Catalog automation

Catalog Automation for B2B Product Content

Catalogs rarely break because one person made one large mistake.

They break in smaller, quieter ways:

a price list is exported too early, a product manager updates a specification after layout has started, a local team asks for another language, an agency works from last month’s spreadsheet, and somewhere between product data, images, approvals and InDesign, the document flow starts to drift.

For B2B companies with complex product ranges,

catalog production is no longer just a design job. It is a recurring operational process involving product management, marketing operations, sales, DTP, local teams and the systems where product information lives.

2imagine Pulse helps automate that process.

It turns approved product data from sources such as PIM, ERP, DAM, CSV, Excel or API feeds into controlled catalog pages, product sheets and ready-to-publish PDF output.

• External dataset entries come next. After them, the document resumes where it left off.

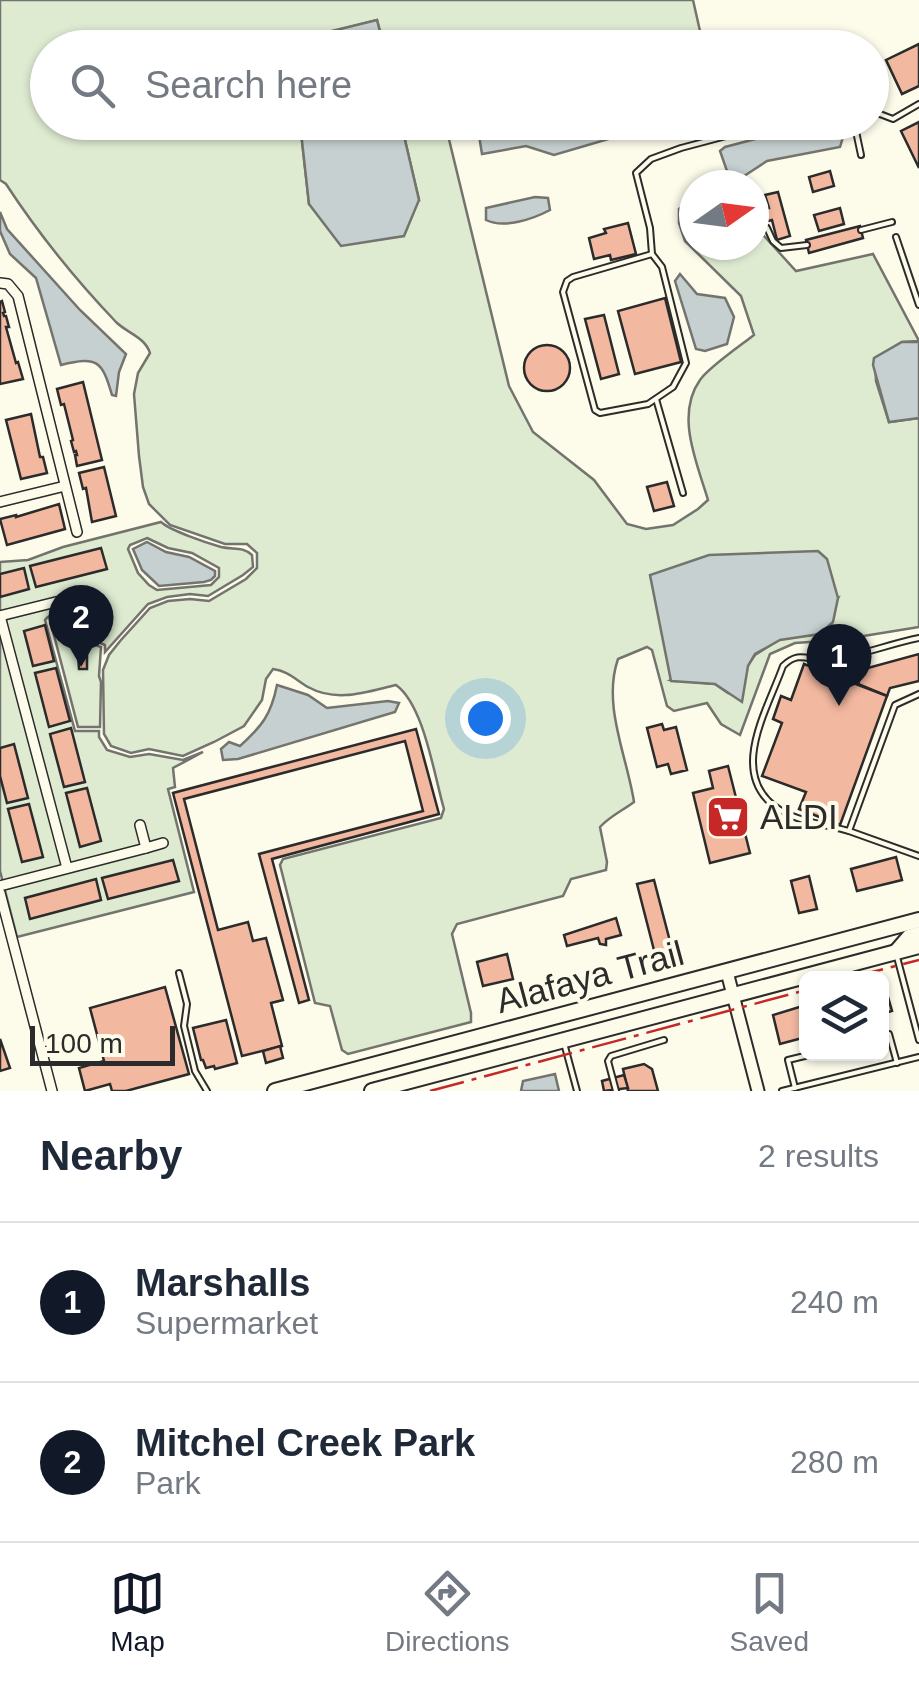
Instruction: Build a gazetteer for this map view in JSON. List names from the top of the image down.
{
  "streets": {
    "main road": ["Alafaya Trail"]
  },
  "places": {
    "supermarket": ["ALDI"]
  },
  "scale_bar": "100 m",
  "north": "right",
  "page": {
    "search": "Search here",
    "pins": ["2", "1"],
    "scale": "100 m",
    "heading": ["Nearby", "2 results"],
    "list": [
      {
        "mark": "1",
        "name": "Marshalls",
        "note": "Supermarket",
        "value": "240 m"
      },
      {
        "mark": "2",
        "name": "Mitchel Creek Park",
        "note": "Park",
        "value": "280 m"
      }
    ],
    "nav": ["Map", "Directions", "Saved"]
  }
}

When catalog production becomes an operational bottleneck

A catalog may look like a finished marketing asset, but behind it sits a chain of handoffs. Product data comes from one place. Prices from another. Images sit in a DAM, a folder structure or an agency archive. Translations move through separate rounds. The InDesign file becomes the point where everyone tries to make the process whole again.

That may work for a small product range or a one-off publication. It becomes fragile when the same logic has to support hundreds or thousands of products, multiple languages, regional variants, product family updates, seasonal corrections or distributor-specific versions.

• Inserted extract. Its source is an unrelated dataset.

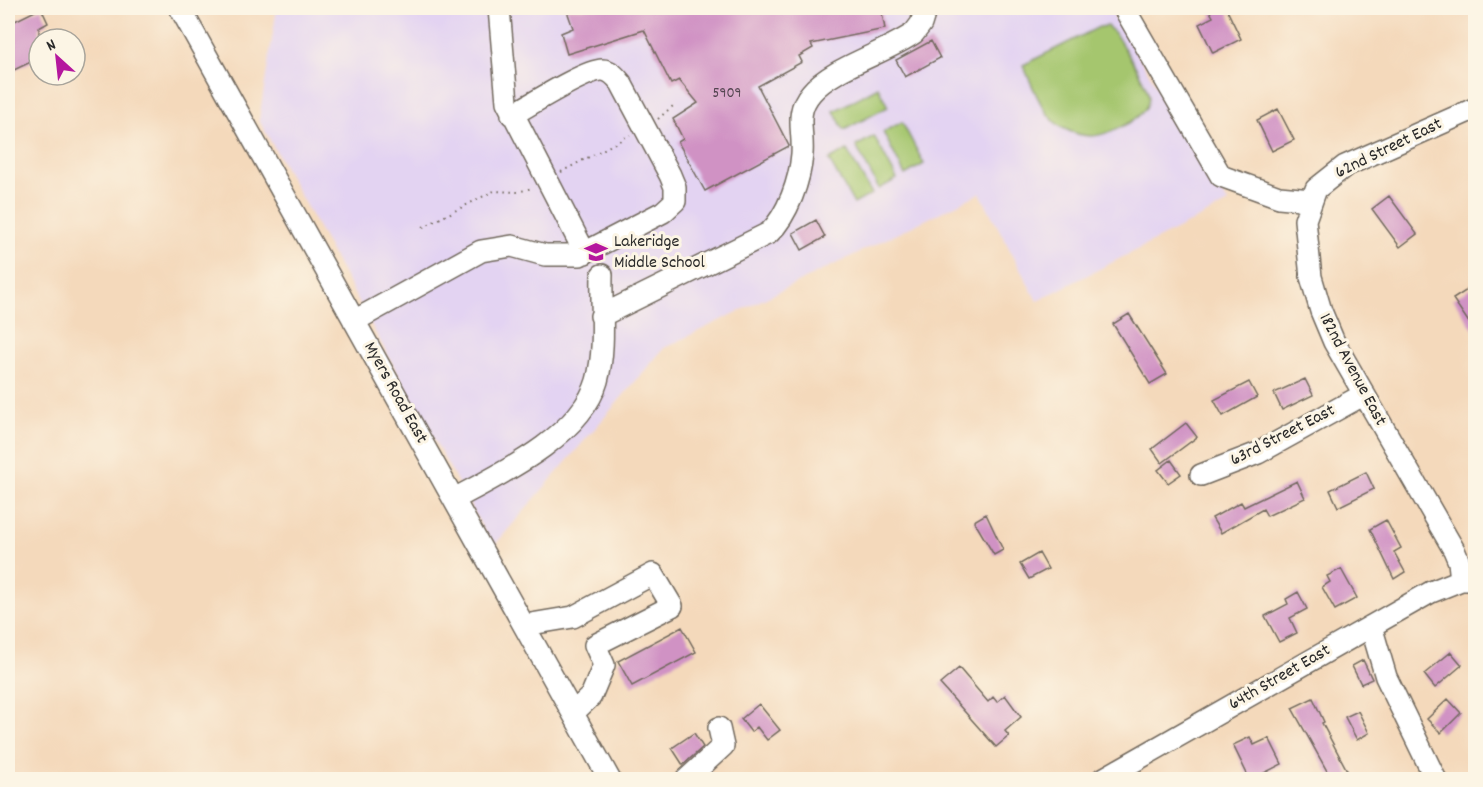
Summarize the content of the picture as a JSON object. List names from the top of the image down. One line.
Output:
{"streets":{"street":["62nd Street East","182nd Avenue East","Myers Road East","63rd Street East","64th Street East"]},"crossings":[["62nd Street East","182nd Avenue East"],["182nd Avenue East","63rd Street East"],["182nd Avenue East","64th Street East"]],"places":{"school or university":["Lakeridge Middle School"]},"house_numbers":["5909"],"north":"top left"}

The visible problem is a slow catalog. The underlying problem is usually a disconnected output process.

Catalog automation should not stop at page generation

Many catalog automation projects start with a simple ambition: generate catalog pages faster. Useful, but too narrow.

In real B2B environments, the question is rarely just whether an InDesign template can be filled automatically. The more important question is whether the full document process remains controlled when product data changes, approvals happen elsewhere, teams work across markets, and output has to be published in different versions without rebuilding the same pages by hand.

Catalog automation should connect the business workflow to the document output. Otherwise, the layout may be automated while the surrounding process still depends on exports, manual checks, copied corrections and informal workarounds.

2imagine Pulse is built for that broader layer: not only catalog layout, but workflow-driven document generation from real product-content processes.

From product data to ready-to-publish catalog pages

Pulse connects structured or semi-structured product information to document templates and output rules.

That information can come from mature systems such as PIM, ERP, DAM or CMS platforms. It can also come from CSV files, Excel exports, shared data feeds or transitional sources while a larger data project is still in progress.

The goal is not to replace every existing system. The goal is to prevent teams from rebuilding documents manually after the data has already been approved somewhere else.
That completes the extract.